So in this video, Im going to give to you a clear and simple explanation on how Deep SORT works and why its so amazing compared to other models like Tracktor++ TrackRCNN and JDE But to understand how DeepSORT works we first have to go back,
waaaaaay back to understand the fundamentals of object tracking and the key innovations that had to happen along the way for DeepSORT to emerge Before we get started, if you are interested
in developing object tracking apps then checkout my course in the link down below where I show you how you can fuse
the popular YOLOv4 with DeepSORT for robust and real-time applications. Okay so back to Object Tracking Now lets imagine that you that you are working for Space X and Mr Musk has tasked you with ensuring that on launch the ground camera is always pointing at the falcon 9
as it thrust into the atmosphere As much as you are excited to be personally chosen by Elon to work on this task you ask yourself “How will I go about this?” Well given that you have a PTZ or
pan tilt zoom camera aimed at the rocket you will need to implement a way to track the rocket and keep the the rocket at the center of the image So far so good…? Just note that if you do not track it properly your PTZ motion will stray off the target and you’ll end up with a really disappointed Musk And you cannot screw this up because this is your first job
and you really want Elon Musk to be impressed I mean who wouldn’t want to, right? Soo, Question… how will you track the rocket? Well you might say "well ritz, you did a whole tutorial series on object detection" "why don’t we just track by detection" "you know umm using something
like YOLOv4 or Detectron2?" Hahaha.. Okay okay..

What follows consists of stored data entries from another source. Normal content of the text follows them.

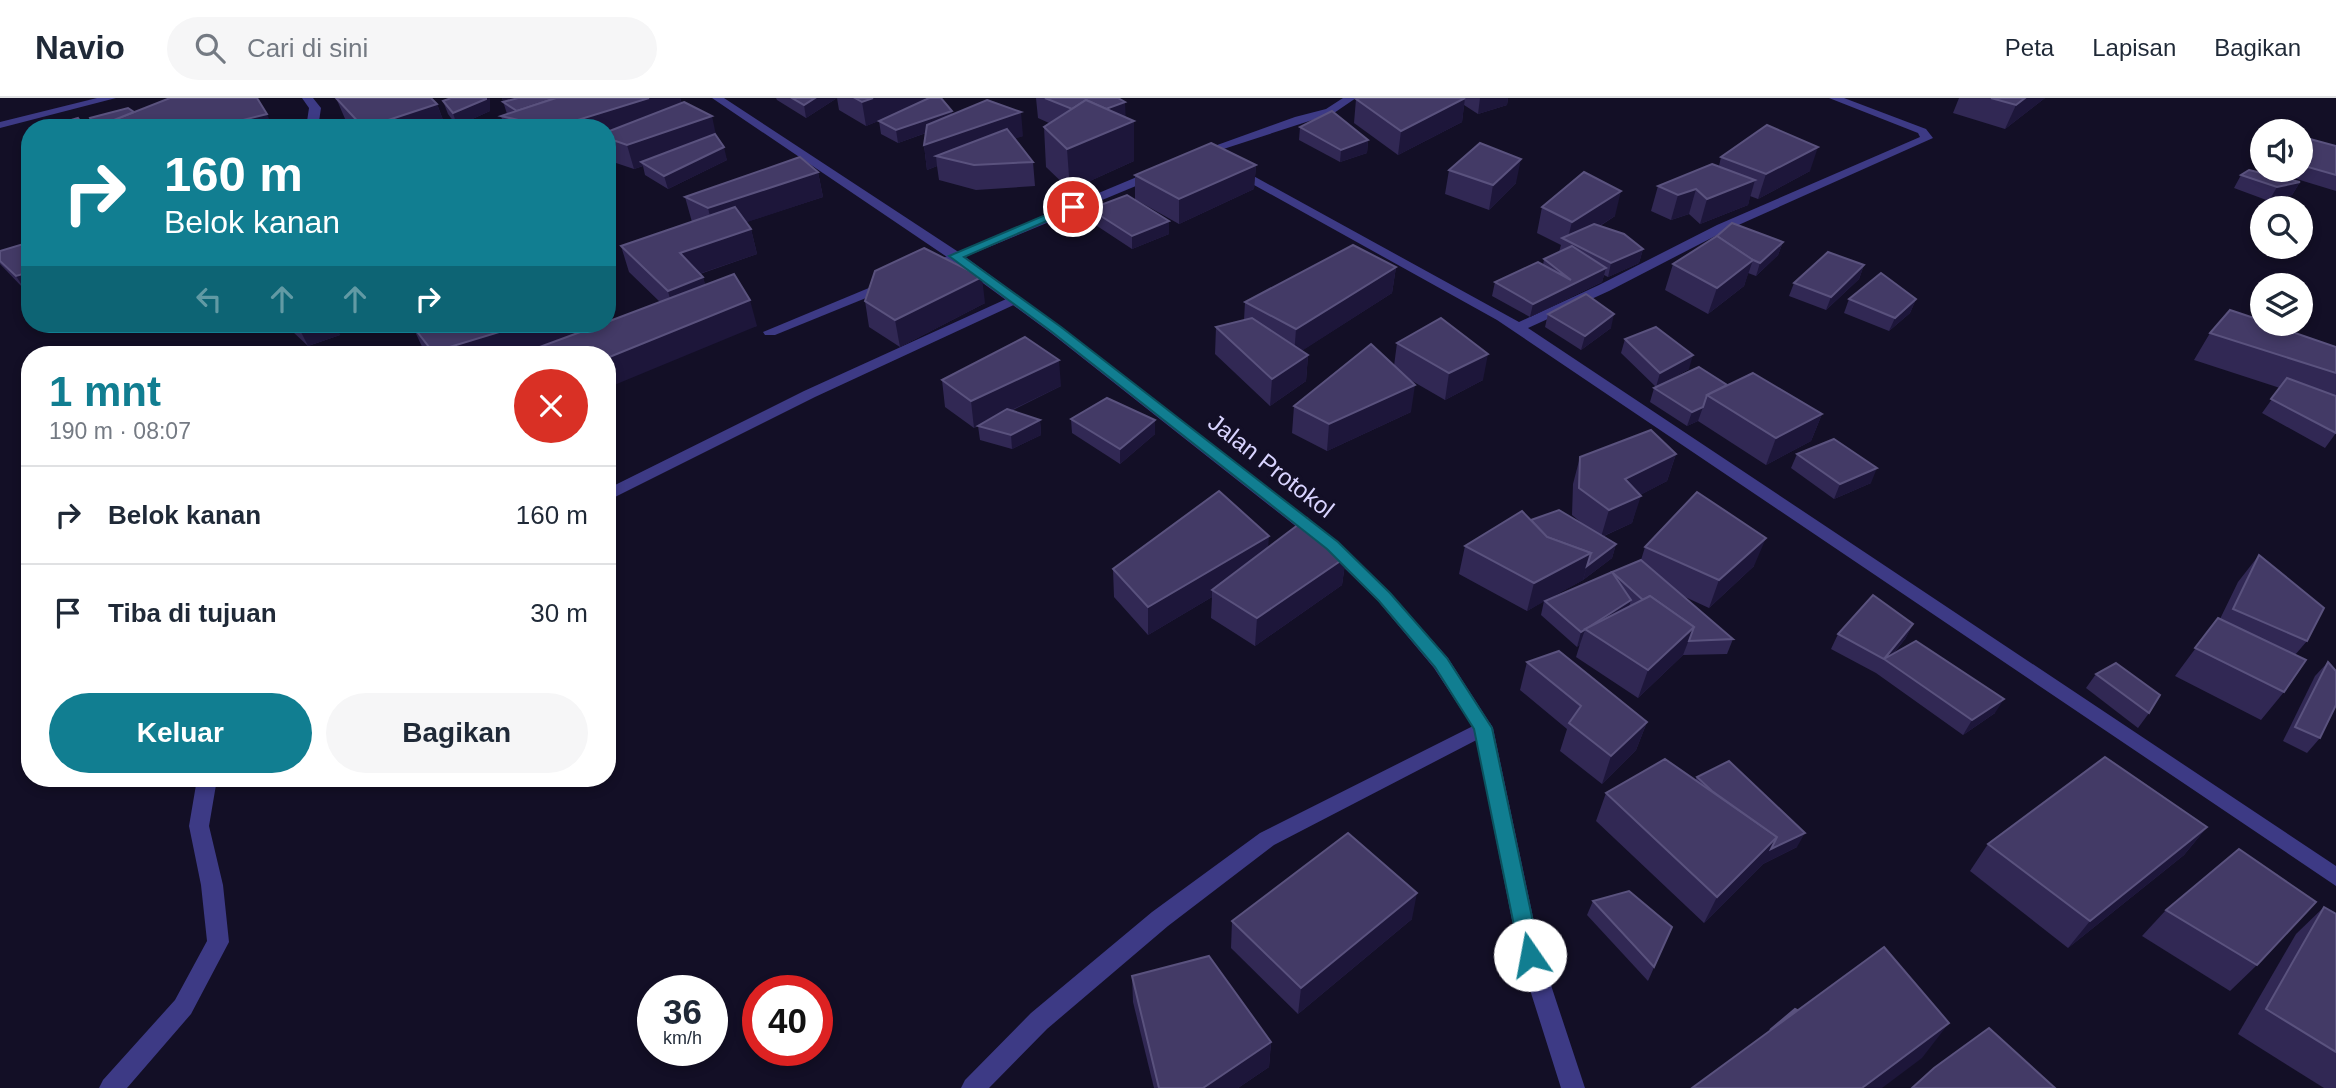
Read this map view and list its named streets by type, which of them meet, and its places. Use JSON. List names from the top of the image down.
{
  "streets": {
    "street": ["Jalan Protokol"]
  },
  "page": {
    "header": "Navio",
    "search": "Cari di sini",
    "nav": ["Peta", "Lapisan", "Bagikan"],
    "turn": ["160 m", "Belok kanan"],
    "heading": ["1 mnt", "190 m · 08:07"],
    "list": [
      {
        "name": "Belok kanan",
        "value": "160 m"
      },
      {
        "name": "Tiba di tujuan",
        "value": "30 m"
      }
    ],
    "buttons": ["Keluar", "Bagikan"],
    "speed": "36 km/h",
    "limit": "40"
  }
}
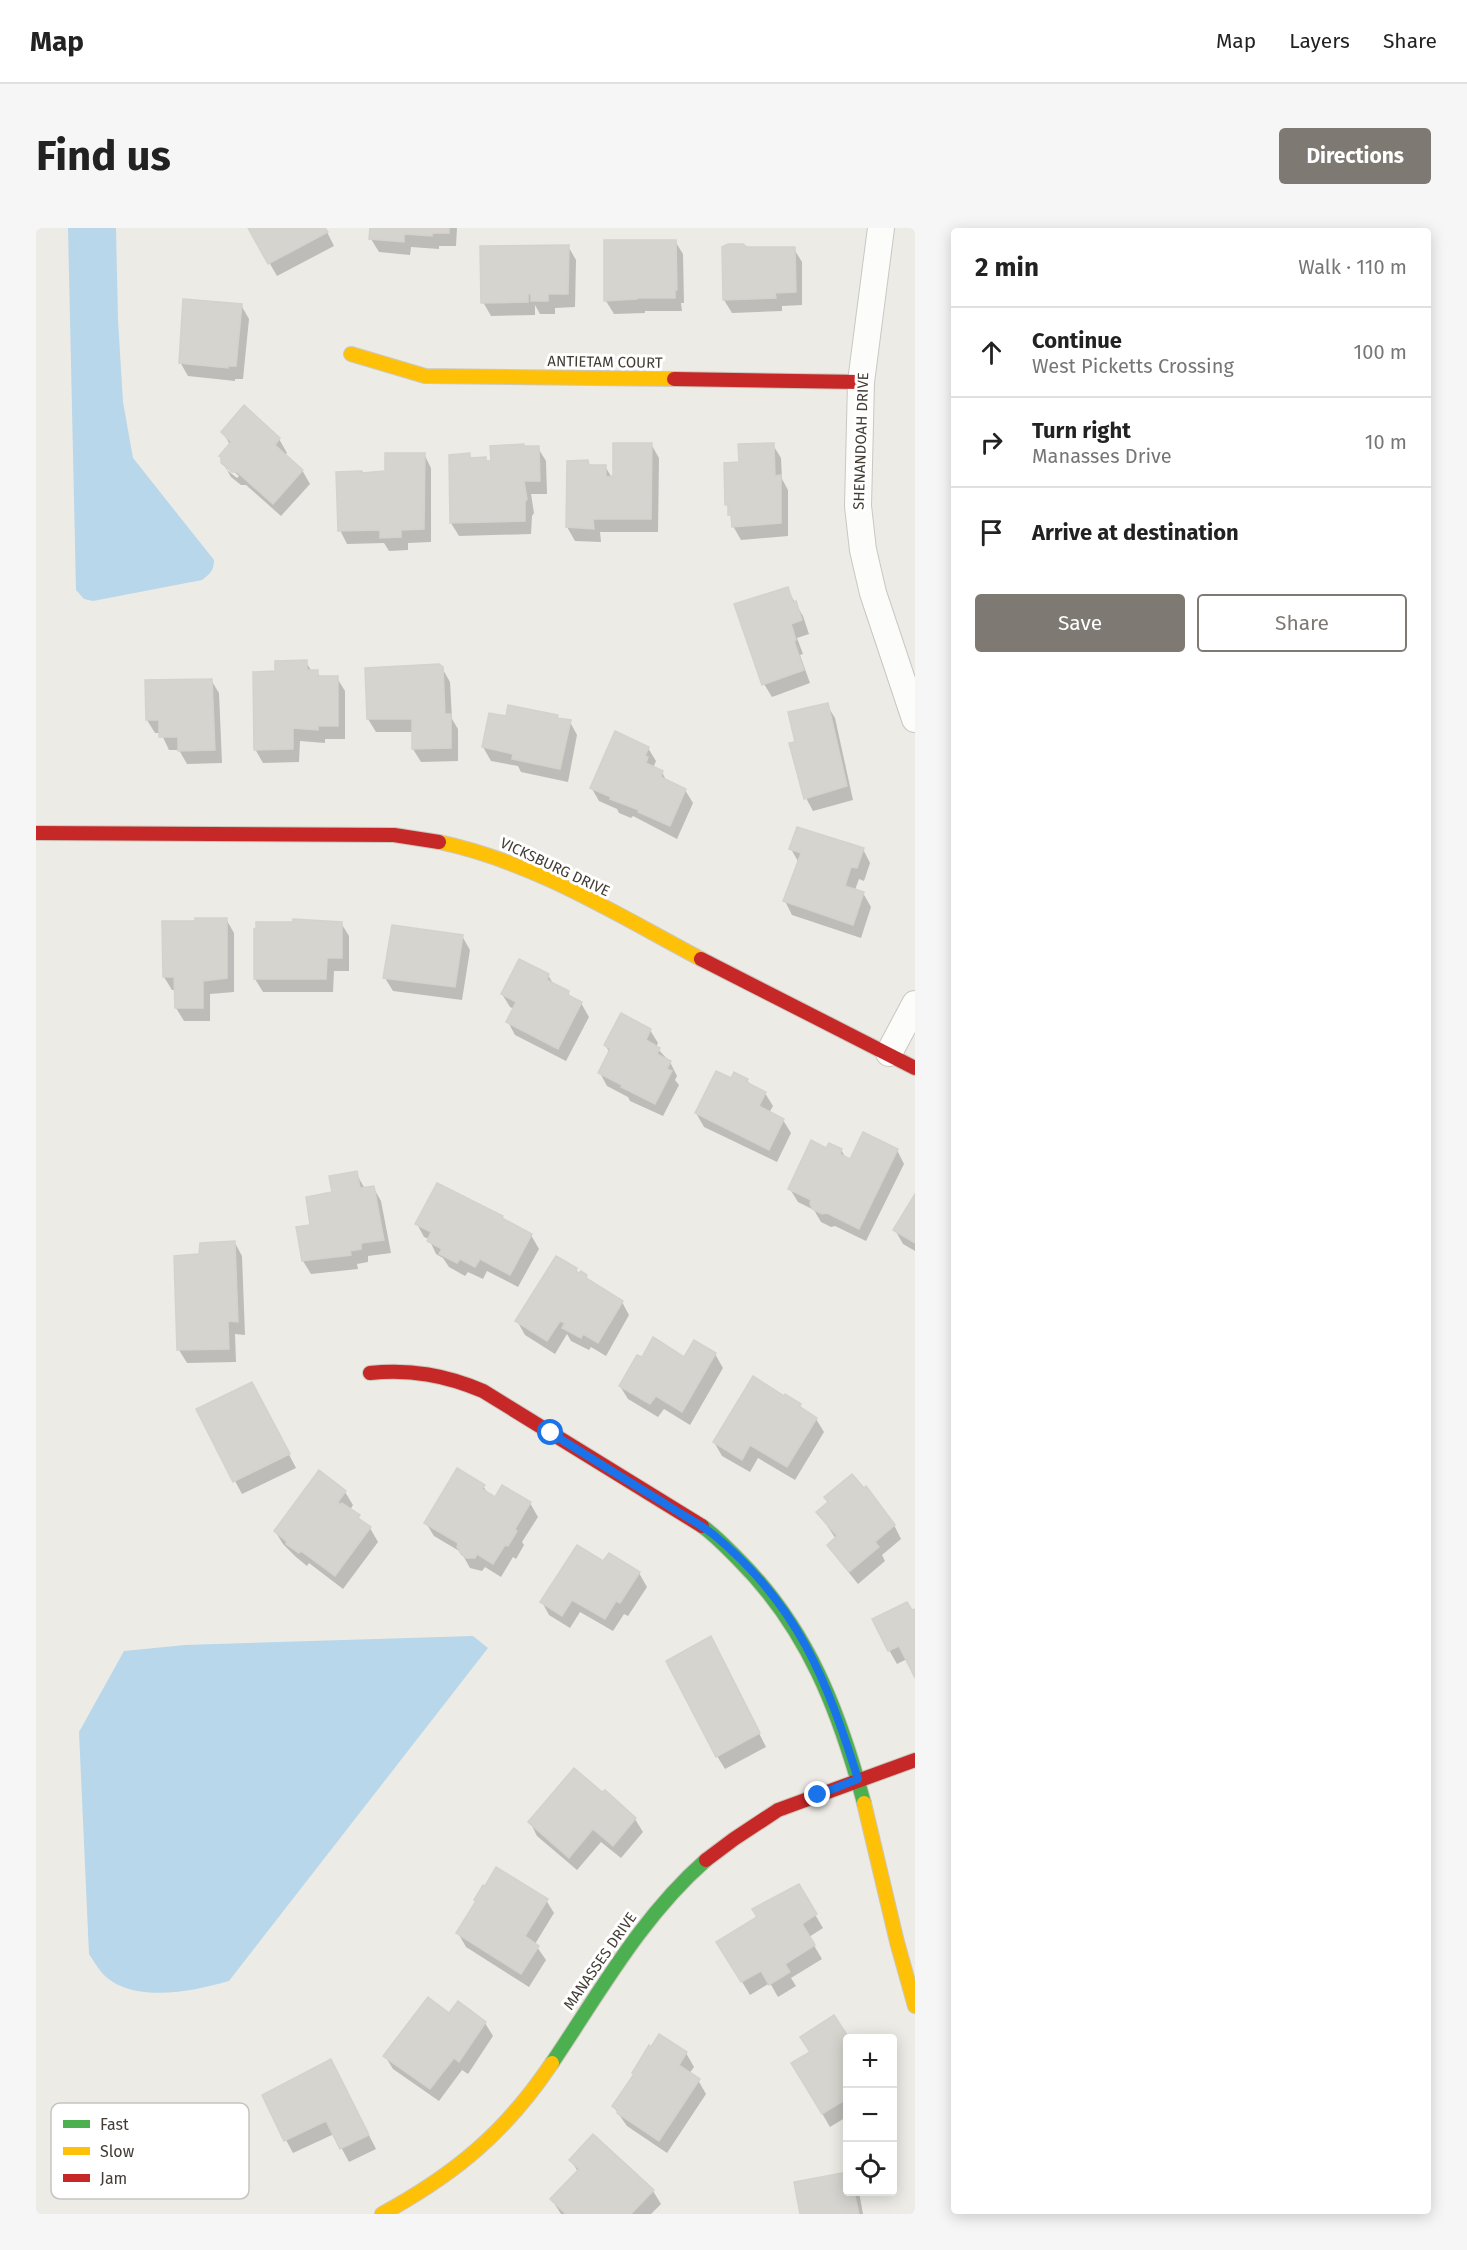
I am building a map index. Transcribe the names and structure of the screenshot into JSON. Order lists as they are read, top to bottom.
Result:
{
  "streets": {
    "street": [
      "ANTIETAM COURT",
      "SHENANDOAH DRIVE",
      "VICKSBURG DRIVE",
      "MANASSES DRIVE"
    ]
  },
  "crossings": [
    ["ANTIETAM COURT", "SHENANDOAH DRIVE"]
  ],
  "legend": ["Fast", "Slow", "Jam"],
  "page": {
    "header": "Map",
    "nav": ["Map", "Layers", "Share"],
    "buttons": [
      "Directions",
      ["Save", "Share"]
    ],
    "title": "Find us",
    "heading": ["2 min", "Walk · 110 m"],
    "list": [
      ["Continue", "West Picketts Crossing", "100 m"],
      ["Turn right", "Manasses Drive", "10 m"],
      "Arrive at destination"
    ],
    "map_buttons": ["+", "−"]
  }
}
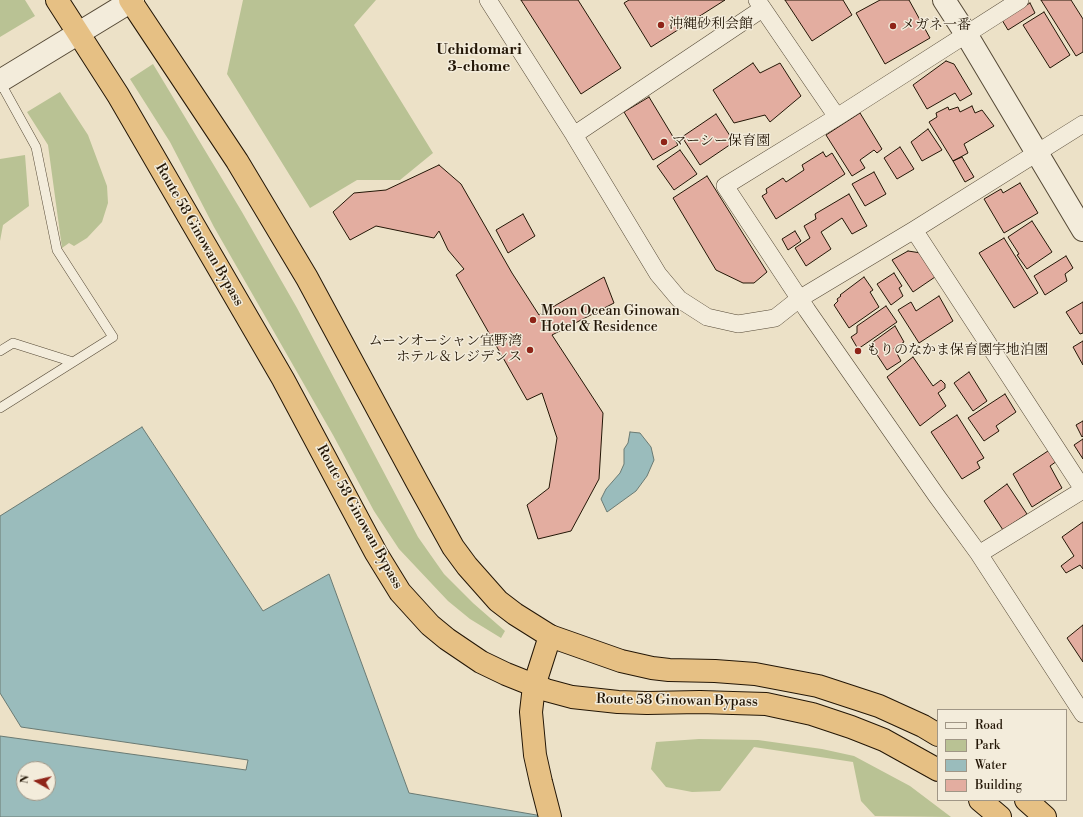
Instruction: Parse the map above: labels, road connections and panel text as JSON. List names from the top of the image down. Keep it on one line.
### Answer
{"streets":{"highway":["Route 58 Ginowan Bypass"]},"districts":["Uchidomari 3-chome"],"places":["沖縄砂利会館","メガネ一番","マーシー保育園","Moon Ocean Ginowan Hotel & Residence","ムーンオーシャン宜野湾 ホテル＆レジデンス","もりのなかま保育園宇地泊園"],"legend":["Road","Park","Water","Building"],"north":"left"}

lets see what happens if we use this method. So the Falcon 9 launches on a day with a clear blue skies you are armed with the state of the art detection models
for centralizing the camera on rocket Everything going well~ until all of a sudden a stray pigeon swoops in front of the camera occluding the rocket from your camera
and just like that the rocket is out of sight …The boss is not happy Deep down inside you feel your heart sink
and your soul crushed by the disappointment But you light up some greens he chills out and after a smoke or two he decides to give you another chance. The high has also given you a chance
to reflect on why this did not work you conclude that while detection works great for single frames there needs to be a correlation of
tracked features between sequential images of the video. Otherwise any sort of occlusion,
you will lose detection and Your target may slip out of the frame. So you dig a little deeper in attempts
as to not disappoint Mr. Musk again you go back to traditional method
such as mean shift and optical flow Starting with mean shift you find out that it works by taking our object of interest which you can visualize as a blob of pixels, so not just location, but also size. So in this case the falcon 9 rocket
that we are detecting is our blob. Then you go to next frame and you search within a larger region of interest known as the neighborhood, for the same blob. You’ll want to find the best blob of pixels or features in the next frame that best represent our rocket
by maximizing the similarity function. This strategy makes a lot of sense If your dog goes missing, you wont just drive to the countryside but instead start with searching your
immediate neighborhood for your best friend Unless course you have a dog like Lassie.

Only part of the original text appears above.